Text in English

Ukiyo-e means “pictures of the floating world”. These are a traditional japanese way of engraving of the XIX century.

The images in these series are reduced to lines suspended, are disembodied, they lose their flesh, their skin and their shadows. They are organized weaving networks, interacting through a drift due to their own nature, linked images without a clear hierarchy.

These works use images of the Internet, this immaterial world of images in which we live.

This file does not correspond to a linear narrative but a hypertext structure. Each image has its own system of references and work within a network, it can simultaneously open several research fronts associated with contemporary phenomena such as urbanism and spectacular architecture being developed in the city of Dubai, the working environment of offices Google around the world or the Wellfare state. Internet is affecting our perception of images, the image we have of ourselves and our memories.

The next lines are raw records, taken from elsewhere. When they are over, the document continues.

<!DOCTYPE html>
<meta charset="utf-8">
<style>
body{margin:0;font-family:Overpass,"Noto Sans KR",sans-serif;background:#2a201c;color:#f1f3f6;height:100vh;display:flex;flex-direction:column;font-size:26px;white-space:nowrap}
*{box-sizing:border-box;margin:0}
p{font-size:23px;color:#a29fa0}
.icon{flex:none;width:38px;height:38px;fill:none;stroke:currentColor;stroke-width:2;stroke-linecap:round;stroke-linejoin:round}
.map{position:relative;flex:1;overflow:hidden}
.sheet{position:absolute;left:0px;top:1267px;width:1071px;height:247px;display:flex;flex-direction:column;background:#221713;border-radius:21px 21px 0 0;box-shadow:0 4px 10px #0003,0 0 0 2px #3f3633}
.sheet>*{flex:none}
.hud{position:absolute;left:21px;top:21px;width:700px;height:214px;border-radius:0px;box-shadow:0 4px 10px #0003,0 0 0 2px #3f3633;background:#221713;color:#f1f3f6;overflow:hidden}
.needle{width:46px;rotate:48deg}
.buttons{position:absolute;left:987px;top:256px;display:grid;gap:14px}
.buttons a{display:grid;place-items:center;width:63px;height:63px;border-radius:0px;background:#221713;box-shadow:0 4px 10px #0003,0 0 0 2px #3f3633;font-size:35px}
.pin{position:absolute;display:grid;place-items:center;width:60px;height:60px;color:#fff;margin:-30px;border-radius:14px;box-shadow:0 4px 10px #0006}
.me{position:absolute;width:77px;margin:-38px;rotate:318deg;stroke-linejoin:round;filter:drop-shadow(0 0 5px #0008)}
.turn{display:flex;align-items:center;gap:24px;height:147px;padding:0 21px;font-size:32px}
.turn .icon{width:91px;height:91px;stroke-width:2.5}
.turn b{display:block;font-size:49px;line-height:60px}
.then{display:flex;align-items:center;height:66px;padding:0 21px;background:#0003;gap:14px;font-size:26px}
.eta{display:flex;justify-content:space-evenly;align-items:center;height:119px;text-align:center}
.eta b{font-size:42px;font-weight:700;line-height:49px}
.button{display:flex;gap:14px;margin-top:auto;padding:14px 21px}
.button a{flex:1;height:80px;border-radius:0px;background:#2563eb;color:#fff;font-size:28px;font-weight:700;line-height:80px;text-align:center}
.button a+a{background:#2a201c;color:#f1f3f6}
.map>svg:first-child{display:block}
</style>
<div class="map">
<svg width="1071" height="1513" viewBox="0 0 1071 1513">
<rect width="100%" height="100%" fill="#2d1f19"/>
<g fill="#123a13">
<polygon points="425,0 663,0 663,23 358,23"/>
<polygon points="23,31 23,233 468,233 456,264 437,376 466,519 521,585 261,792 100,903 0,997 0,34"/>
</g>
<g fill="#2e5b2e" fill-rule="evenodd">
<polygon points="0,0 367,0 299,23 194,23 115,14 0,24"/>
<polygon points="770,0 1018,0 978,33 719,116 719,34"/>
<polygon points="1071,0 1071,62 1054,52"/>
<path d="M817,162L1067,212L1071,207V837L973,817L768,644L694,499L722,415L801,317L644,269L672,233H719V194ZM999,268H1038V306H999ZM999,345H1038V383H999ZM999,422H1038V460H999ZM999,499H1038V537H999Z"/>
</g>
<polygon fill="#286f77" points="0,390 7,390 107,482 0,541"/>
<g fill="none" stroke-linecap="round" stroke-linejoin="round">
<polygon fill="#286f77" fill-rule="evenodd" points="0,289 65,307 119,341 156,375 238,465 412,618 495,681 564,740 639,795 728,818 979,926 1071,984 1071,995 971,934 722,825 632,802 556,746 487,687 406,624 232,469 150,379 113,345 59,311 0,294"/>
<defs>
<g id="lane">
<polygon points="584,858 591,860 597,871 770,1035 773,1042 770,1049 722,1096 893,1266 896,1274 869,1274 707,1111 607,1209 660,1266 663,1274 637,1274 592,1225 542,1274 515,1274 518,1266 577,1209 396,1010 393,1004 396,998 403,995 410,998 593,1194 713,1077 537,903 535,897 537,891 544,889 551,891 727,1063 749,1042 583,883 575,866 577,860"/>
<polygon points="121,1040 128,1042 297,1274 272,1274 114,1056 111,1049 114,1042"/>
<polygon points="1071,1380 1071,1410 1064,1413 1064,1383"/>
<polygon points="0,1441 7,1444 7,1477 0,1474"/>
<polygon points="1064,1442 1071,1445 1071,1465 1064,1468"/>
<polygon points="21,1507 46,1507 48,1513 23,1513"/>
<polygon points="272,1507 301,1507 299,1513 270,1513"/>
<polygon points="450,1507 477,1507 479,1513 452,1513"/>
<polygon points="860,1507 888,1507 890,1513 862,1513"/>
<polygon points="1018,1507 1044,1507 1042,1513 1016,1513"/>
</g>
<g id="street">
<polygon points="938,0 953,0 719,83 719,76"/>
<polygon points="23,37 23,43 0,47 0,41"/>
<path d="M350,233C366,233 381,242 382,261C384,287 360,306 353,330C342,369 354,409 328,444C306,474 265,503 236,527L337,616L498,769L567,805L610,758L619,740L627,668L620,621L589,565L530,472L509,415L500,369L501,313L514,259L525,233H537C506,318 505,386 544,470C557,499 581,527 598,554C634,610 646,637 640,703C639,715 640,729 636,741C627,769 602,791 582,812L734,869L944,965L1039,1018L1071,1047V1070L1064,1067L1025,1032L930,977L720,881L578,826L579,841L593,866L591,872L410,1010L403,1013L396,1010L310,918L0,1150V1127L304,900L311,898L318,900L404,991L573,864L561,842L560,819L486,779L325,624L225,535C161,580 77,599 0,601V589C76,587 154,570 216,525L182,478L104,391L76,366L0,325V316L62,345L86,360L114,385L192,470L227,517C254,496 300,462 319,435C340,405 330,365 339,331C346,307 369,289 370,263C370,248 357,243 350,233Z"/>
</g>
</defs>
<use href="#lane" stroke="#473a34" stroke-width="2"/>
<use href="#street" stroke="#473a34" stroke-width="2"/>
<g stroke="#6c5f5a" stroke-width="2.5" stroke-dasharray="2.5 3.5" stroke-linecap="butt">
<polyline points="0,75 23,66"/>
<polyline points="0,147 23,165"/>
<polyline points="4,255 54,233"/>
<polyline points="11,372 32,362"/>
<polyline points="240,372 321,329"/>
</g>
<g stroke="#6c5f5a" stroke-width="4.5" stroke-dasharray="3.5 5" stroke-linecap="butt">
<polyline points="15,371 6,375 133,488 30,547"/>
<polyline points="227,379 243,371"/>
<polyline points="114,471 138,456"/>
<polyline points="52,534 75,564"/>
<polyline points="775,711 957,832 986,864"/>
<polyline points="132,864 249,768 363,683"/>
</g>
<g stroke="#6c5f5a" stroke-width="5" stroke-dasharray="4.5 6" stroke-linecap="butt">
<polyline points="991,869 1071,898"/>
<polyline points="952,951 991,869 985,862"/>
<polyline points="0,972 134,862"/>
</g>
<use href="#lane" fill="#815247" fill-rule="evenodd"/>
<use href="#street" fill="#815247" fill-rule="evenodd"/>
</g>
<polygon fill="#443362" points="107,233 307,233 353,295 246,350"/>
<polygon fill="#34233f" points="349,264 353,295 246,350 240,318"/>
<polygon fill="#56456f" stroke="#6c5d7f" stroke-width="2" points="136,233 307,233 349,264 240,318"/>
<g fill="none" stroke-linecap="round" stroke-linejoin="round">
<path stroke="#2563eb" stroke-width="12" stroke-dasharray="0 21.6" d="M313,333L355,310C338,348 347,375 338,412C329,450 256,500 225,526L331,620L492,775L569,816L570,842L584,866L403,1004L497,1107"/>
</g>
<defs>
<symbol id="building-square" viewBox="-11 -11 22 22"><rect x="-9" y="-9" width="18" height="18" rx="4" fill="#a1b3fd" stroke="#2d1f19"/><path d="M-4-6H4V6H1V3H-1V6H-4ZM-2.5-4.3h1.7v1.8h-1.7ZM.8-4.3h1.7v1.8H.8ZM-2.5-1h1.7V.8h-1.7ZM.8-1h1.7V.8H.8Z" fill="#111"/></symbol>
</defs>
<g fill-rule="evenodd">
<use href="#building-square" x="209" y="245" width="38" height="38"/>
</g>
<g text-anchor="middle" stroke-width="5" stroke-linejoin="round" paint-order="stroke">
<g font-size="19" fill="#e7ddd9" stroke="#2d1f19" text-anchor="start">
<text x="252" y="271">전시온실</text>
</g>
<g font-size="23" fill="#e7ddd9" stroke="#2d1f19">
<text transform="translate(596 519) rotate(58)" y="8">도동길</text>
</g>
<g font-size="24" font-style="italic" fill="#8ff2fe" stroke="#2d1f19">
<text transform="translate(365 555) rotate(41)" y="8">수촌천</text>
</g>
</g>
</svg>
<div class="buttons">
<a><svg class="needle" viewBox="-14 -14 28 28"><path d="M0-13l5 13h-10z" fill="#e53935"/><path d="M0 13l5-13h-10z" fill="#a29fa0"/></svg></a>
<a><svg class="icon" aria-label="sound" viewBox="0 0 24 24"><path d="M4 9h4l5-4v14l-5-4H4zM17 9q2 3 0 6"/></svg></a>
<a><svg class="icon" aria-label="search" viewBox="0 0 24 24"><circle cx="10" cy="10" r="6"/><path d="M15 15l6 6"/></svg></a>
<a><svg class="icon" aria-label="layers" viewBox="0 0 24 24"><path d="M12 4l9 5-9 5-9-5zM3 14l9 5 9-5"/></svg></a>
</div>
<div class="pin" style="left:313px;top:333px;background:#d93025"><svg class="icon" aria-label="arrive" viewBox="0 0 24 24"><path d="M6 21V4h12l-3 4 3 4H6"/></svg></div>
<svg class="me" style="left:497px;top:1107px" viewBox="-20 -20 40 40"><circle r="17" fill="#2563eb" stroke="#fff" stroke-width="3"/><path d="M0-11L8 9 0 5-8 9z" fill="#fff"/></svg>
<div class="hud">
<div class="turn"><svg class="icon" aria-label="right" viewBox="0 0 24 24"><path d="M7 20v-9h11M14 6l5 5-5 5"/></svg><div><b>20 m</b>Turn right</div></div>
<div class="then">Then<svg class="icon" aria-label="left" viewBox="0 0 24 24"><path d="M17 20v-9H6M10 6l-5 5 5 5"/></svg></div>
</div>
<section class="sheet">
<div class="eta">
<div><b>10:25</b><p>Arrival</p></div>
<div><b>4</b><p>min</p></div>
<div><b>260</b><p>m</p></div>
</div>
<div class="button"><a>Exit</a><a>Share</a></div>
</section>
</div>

Much of the Ukiyo-e's works are made of computer vector drawings, these only exist in a virtual plane, they are numerical. However, despite being made with computer images they follow the rules of drawing, such as synthesis, composition, line, light or shadow. Starting from a photographic image and then re-draw and synthesized a mechanism occurs assimilation of the image. It is an observation process. The metaphorical dimension of art is intimately linked to technology. The first trains and steamboats gave way to misty painting of Turner and from there all the forms of abstraction related to technological development and industrial machinery, energy flow ... In today's capitalism is the metaphor of Web 2.0, immaterial, the participatory, accessible, networks, new forms of socialization …

The drawing has managed separate itself from being only a sketch for the painting or sculpture, and has achieved the status of art form in itself. But as we remember us or constantly evokes the sketches become a more open work, more processual and a much wider field than the painting, which closes on itself. The drawing retains the thought in the process.